When viral load is detectable, this indicates that HIV is replicating in the body. If the person is taking HIV treatment but their viral load is detectable, the treatment is not working properly. There may still be a risk of HIV transmission to sexual partners.

There is currently little information on the virological efficacy and durability of second-line treatment in poorer countries. However, it is important that this is established, and that an understanding is achieved of the factors associated with the effectiveness of such treatment.

“An improved understanding of second-line ART [antiretroviral therapy] in resource-limited settings will be critical in maximizing the durability of second-line regimens, preventing disease progression and reducing long-term AIDS-related mortality in high HIV-prevalence countries without access to third-line ART regimens,” explain the authors.

They therefore designed a study monitoring the outcomes of 136 patients who initiated second-line therapy in Durban, South Africa. This treatment consisted of lopinavir/ritonavir, which was taken in combination with two NRTIs (usually AZT and enteric-coated ddI). The investigators also conducted analyses to see which factors were associated with the efficacy of this treatment.

All the patients had experience of first-line therapy (usually efavirenz [Sustiva, Stocrin] with d4T and 3TC).

The median duration of first-line treatment was 13 months. At the time therapy was changed, the patients had a median CD4 cell count of 153 cells/mm3 and a median viral load of approximately 28,500 copies/ml.

Adherence in the six months before this therapy was discontinued had been poor. The median rate (calculated by pharmacy refill) was just 67%. The investigators believe that this low rate may have been partly due to the toxic effects of d4T, a drug which is no longer used in routine HIV therapy.

Switching to second-line treatment was associated with a significant improvement in adherence. In the first six months after the treatment change, the median rate of adherence was 100%. Adherence remained high throughout follow-up; the median rate at month 12 being 92%, which increased to 96% at month 24.

Almost three-quarters of patients (74%) had an undetectable viral load (below 50 copies/ml) six months after switching treatment. This rate of suppression changed little during the two years of the study.

Factors associated with viral suppression after twelve months of therapy were evaluated by the investigators. A higher rate of adherence was independently associated with an increased chance of an undetectable viral load at this time point. Each 10% increase in adherence more then doubled the chances of virological suppression (OR = 2.5; 95% CI, 1.3-4.8, p = 0.01).

Time to virological suppression was most rapid in patients who took 90% or more of their doses (p = 0.01).

Adherence of this level was associated with rates of virological suppression at months 6, 12, 18 and 24 of 73, 87, 93 and 97% respectively. In contrast, the rates of suppression at these time points for patients who took fewer than 80% of their doses were just 20, 44, 67 and 83% respectively.

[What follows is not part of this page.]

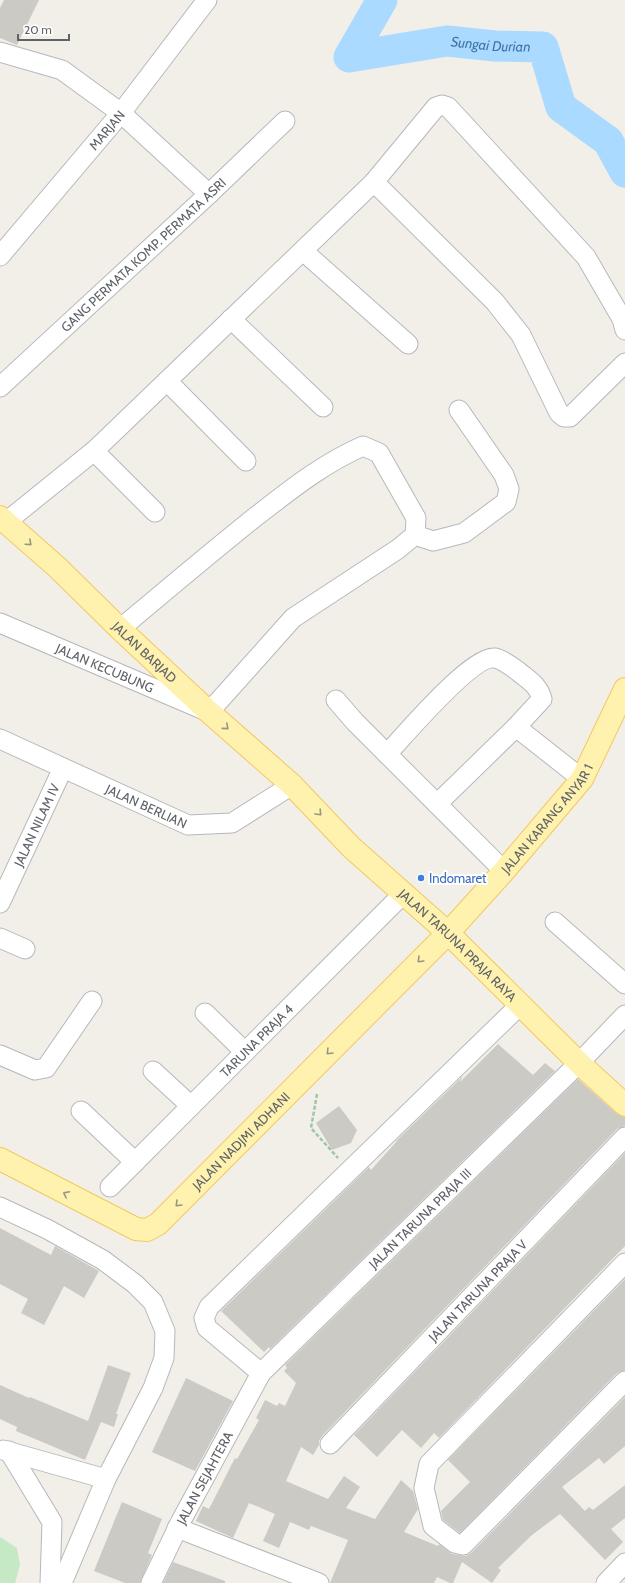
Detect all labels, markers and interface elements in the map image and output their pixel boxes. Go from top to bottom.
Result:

Changing to second-line therapy also had immunological benefits. Median CD4 cell count increased to 228 cells/mm3 six months after switching therapy and continued to increase during follow-up, reaching a median of 330 cells/mm3 at month 24.

“The switch to second-line ART in South Africa was associated with an improvement in adherence and a rapid immunological recovery,” comment the authors.

However, they express concern that approximately one quarter of patients continued to have a detectable viral load. “Median adherence was not uniformly > 90% after initiation of second-line ART and differences in second-line adherence help explain why some patients… achieved virologic suppression after switch and other patients did not.”

They therefore conclude: “Novel adherence interventions may usefully target patients with second-line ART failure who – given a low likelihood of failure with major protease inhibitor resistance mutations – have a high likelihood of achieving viral suppression.”


Murphy RA et al. Second-line antiretroviral therapy: long-term outcomes in South Africa.  J Acquir Immune Defic Syndr, online edition. DOI: 10.1097/QAI.0b013e3182615ad1, 2012.